[Stored items]
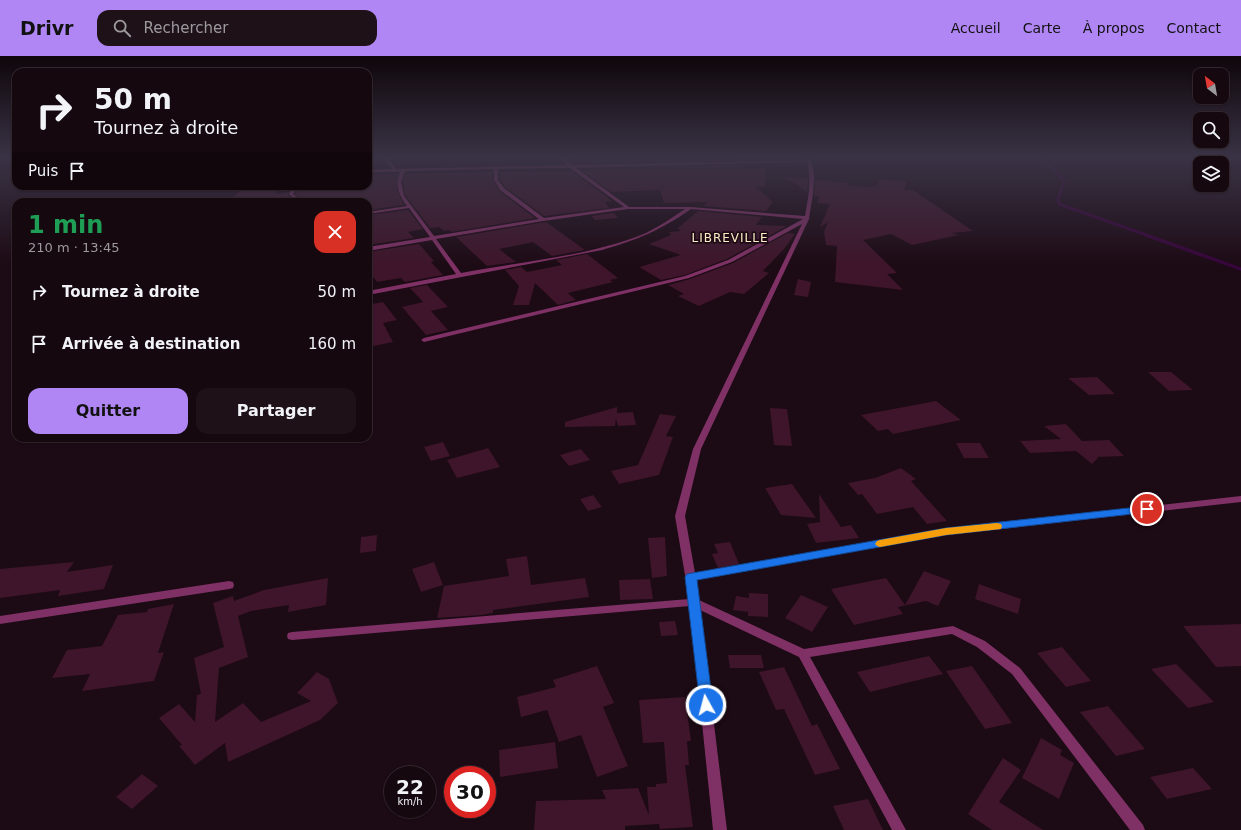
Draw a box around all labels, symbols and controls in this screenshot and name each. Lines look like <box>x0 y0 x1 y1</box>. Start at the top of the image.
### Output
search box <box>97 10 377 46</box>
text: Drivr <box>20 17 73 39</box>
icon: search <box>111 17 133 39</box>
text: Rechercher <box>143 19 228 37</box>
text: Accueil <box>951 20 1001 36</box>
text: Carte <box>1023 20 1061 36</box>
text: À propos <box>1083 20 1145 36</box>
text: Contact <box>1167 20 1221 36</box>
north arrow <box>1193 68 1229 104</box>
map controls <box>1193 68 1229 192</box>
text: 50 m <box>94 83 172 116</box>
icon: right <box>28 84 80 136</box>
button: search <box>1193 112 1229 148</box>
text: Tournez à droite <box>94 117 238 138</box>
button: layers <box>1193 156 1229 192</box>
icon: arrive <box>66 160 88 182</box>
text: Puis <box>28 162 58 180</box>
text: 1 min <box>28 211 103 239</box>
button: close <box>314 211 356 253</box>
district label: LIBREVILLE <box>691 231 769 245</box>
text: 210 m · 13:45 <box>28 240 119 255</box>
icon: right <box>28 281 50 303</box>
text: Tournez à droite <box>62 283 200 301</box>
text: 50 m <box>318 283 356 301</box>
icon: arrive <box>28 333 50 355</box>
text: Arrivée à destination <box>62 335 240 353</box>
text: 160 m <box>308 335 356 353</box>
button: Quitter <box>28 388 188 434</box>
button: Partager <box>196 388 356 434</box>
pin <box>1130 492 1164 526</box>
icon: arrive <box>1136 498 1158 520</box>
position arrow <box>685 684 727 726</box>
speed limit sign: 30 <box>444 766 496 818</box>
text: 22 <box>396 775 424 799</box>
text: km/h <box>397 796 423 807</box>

● What you need to do:
Omit the pictures; print the records above exactly.

● Finished task:
Draw a box around all labels, symbols and controls in this screenshot and name each. Lines look like <box>x0 y0 x1 y1</box>. Start at the top of the image.
### Output
search box <box>97 10 377 46</box>
text: Drivr <box>20 17 73 39</box>
icon: search <box>111 17 133 39</box>
text: Rechercher <box>143 19 228 37</box>
text: Accueil <box>951 20 1001 36</box>
text: Carte <box>1023 20 1061 36</box>
text: À propos <box>1083 20 1145 36</box>
text: Contact <box>1167 20 1221 36</box>
north arrow <box>1193 68 1229 104</box>
map controls <box>1193 68 1229 192</box>
text: 50 m <box>94 83 172 116</box>
icon: right <box>28 84 80 136</box>
button: search <box>1193 112 1229 148</box>
text: Tournez à droite <box>94 117 238 138</box>
button: layers <box>1193 156 1229 192</box>
icon: arrive <box>66 160 88 182</box>
text: Puis <box>28 162 58 180</box>
text: 1 min <box>28 211 103 239</box>
button: close <box>314 211 356 253</box>
district label: LIBREVILLE <box>691 231 769 245</box>
text: 210 m · 13:45 <box>28 240 119 255</box>
icon: right <box>28 281 50 303</box>
text: Tournez à droite <box>62 283 200 301</box>
text: 50 m <box>318 283 356 301</box>
icon: arrive <box>28 333 50 355</box>
text: Arrivée à destination <box>62 335 240 353</box>
text: 160 m <box>308 335 356 353</box>
button: Quitter <box>28 388 188 434</box>
button: Partager <box>196 388 356 434</box>
pin <box>1130 492 1164 526</box>
icon: arrive <box>1136 498 1158 520</box>
position arrow <box>685 684 727 726</box>
speed limit sign: 30 <box>444 766 496 818</box>
text: 22 <box>396 775 424 799</box>
text: km/h <box>397 796 423 807</box>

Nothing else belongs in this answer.